Type 1 errors happen when a true (Fail to Reject) null hypothesis is rejected, which is also know as a false positive.

Type II Errors

Type II errors is the opposite or a false negative as compared to the false positive of the Type I error.

Significance Level (α)

Significance level is set during hypothesis testing to determine the likelihood/probability of Type I errors occurring. The level is set based on the confidence interval. An example of a typical significance level is .05. If a significance level is set to .05, it states that 95% of the time a Type I error will not occur. The significance level is used to determine the critical value. For a one tailed test you can leave the significance level alone, however for a two tailed test you have to divide the level in half. Example if you were given a Confidence Interval of 95% you would have to divided the last 5% by 2 which would give you a significance interval of .025.

Confidence Intervals (CI) 

The Confidence Interval (CI) is the range of number which fall between critical values of a two-tailed test or the majority of the normal distribution of a one tailed test (Fig. 1)

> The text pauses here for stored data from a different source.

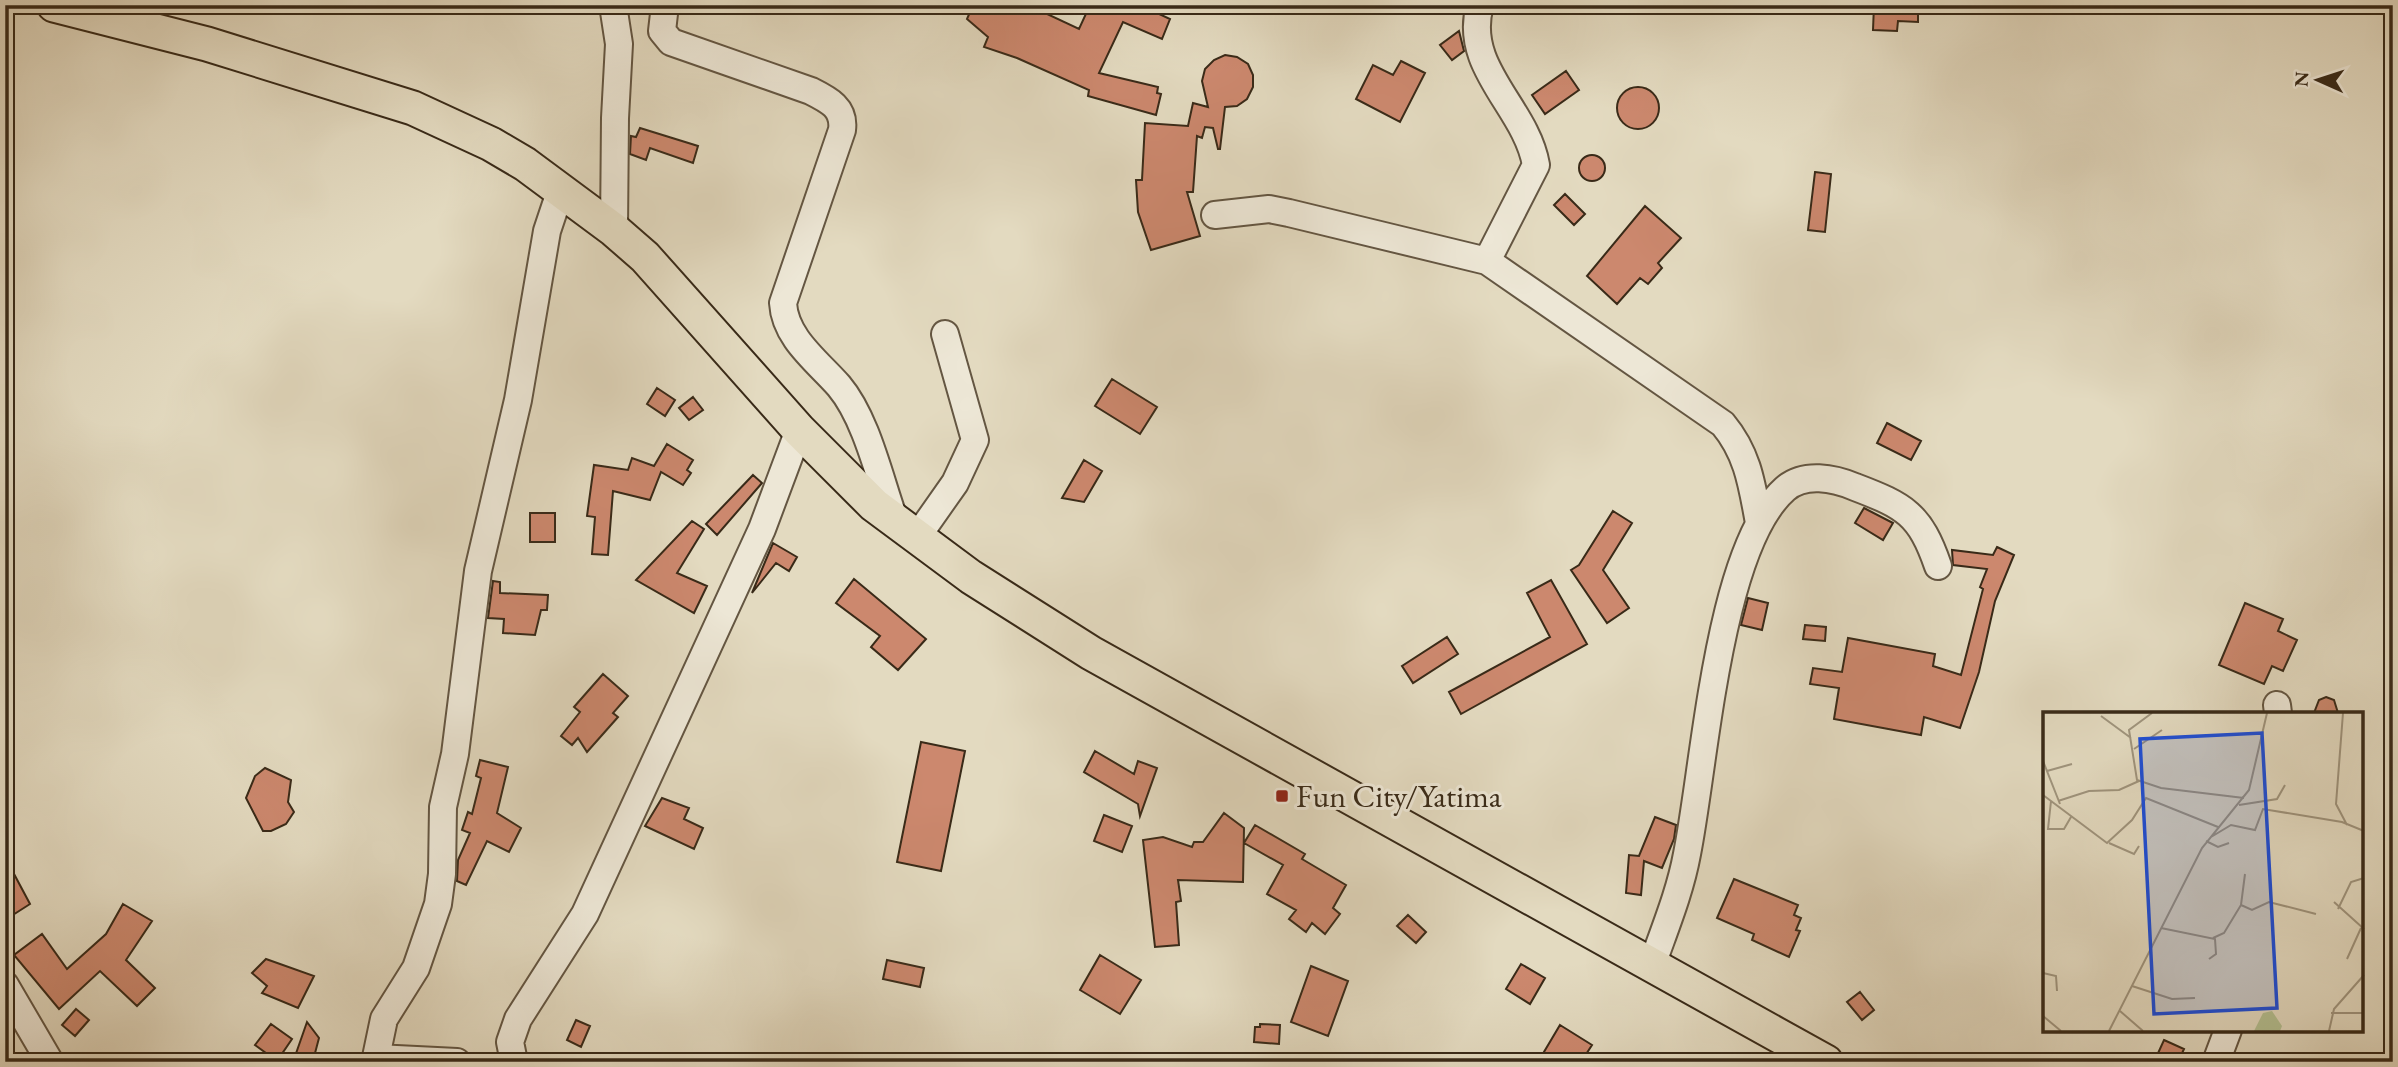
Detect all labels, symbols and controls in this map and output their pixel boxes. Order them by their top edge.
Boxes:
north arrow [2282,46,2352,116]
text: N [2289,70,2314,87]
inset map [2043,712,2363,1032]
place label: Fun City/Yatima [1296,775,1502,817]
marker: Fun City/Yatima [1274,788,1290,804]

(Fig. 1) The white area under the normal distribution would be the Confidence Interval (CI) of a hypothesis test. The image shows a one tailed & a two tailed test. Image collected from https://www2.ccrb.cuhk.edu.hk/stat/User%20guidance,%20definition%20and%20terminology%20(Online%20Help).htm
Critical Value (CV)

The Critical Value (CV) is the exact numeric location on the normal distribution which divides the "reject" (black area of Fig. 1) and "fail to reject" (white area of Fig. 1). If a test statistic is below the CV then the test fails to reject the null hypothesis. Alternatively if a test statistic is above the CV then the test rejects the null hypothesis.

z-test

A z-test is utilized to determine if the average of 2 population data sets are statistically different (Fig. 2). One of the data sets must be a smaller representation of samples (sample mean) compared to the other (population mean). Z-tests are generally used for samples sizes larger than 30 (n). For the purposes of this assignment we will be using the same chart as we did in Assignment 3 to calculate the CV for our z-tests.

(Fig. 2) Formula used for a z-test. Image collected from http://isoconsultantpune.com/hypothesis-testing/.
t-test

T-test utilize the same formula as a z-test but when determining the CV one must utilize Degrees of Freedom to calculate. The Degrees of Freedom are calculated by subtracting 1 from the total number of test samples (n) and finding the corresponding value with you significant level (α). T-tests are used from sample sizes smaller than 30. For the purposes of this assignment we will be using a chart provided in our book to determine the CV (Fig. 3).

(Fig. 3) T-test chart from Statistical Methods for Geography by Peter A. Rogerson utilized for this assignment.


Part 1: t and z test

Question 1

I was provided a chart which contained the Interval Type, Confidence Interval (labeled as Confidence Level in this case), and the number of test samples (n) (Fig. 4). From this information I was to determine which test type was appropriate and the Significance Level (α). Using the descriptions from the above terms I was able to determine the missing values which are highlighted in gold in Fig. 4. Notice for the two-tailed tests there are 2 z or t values.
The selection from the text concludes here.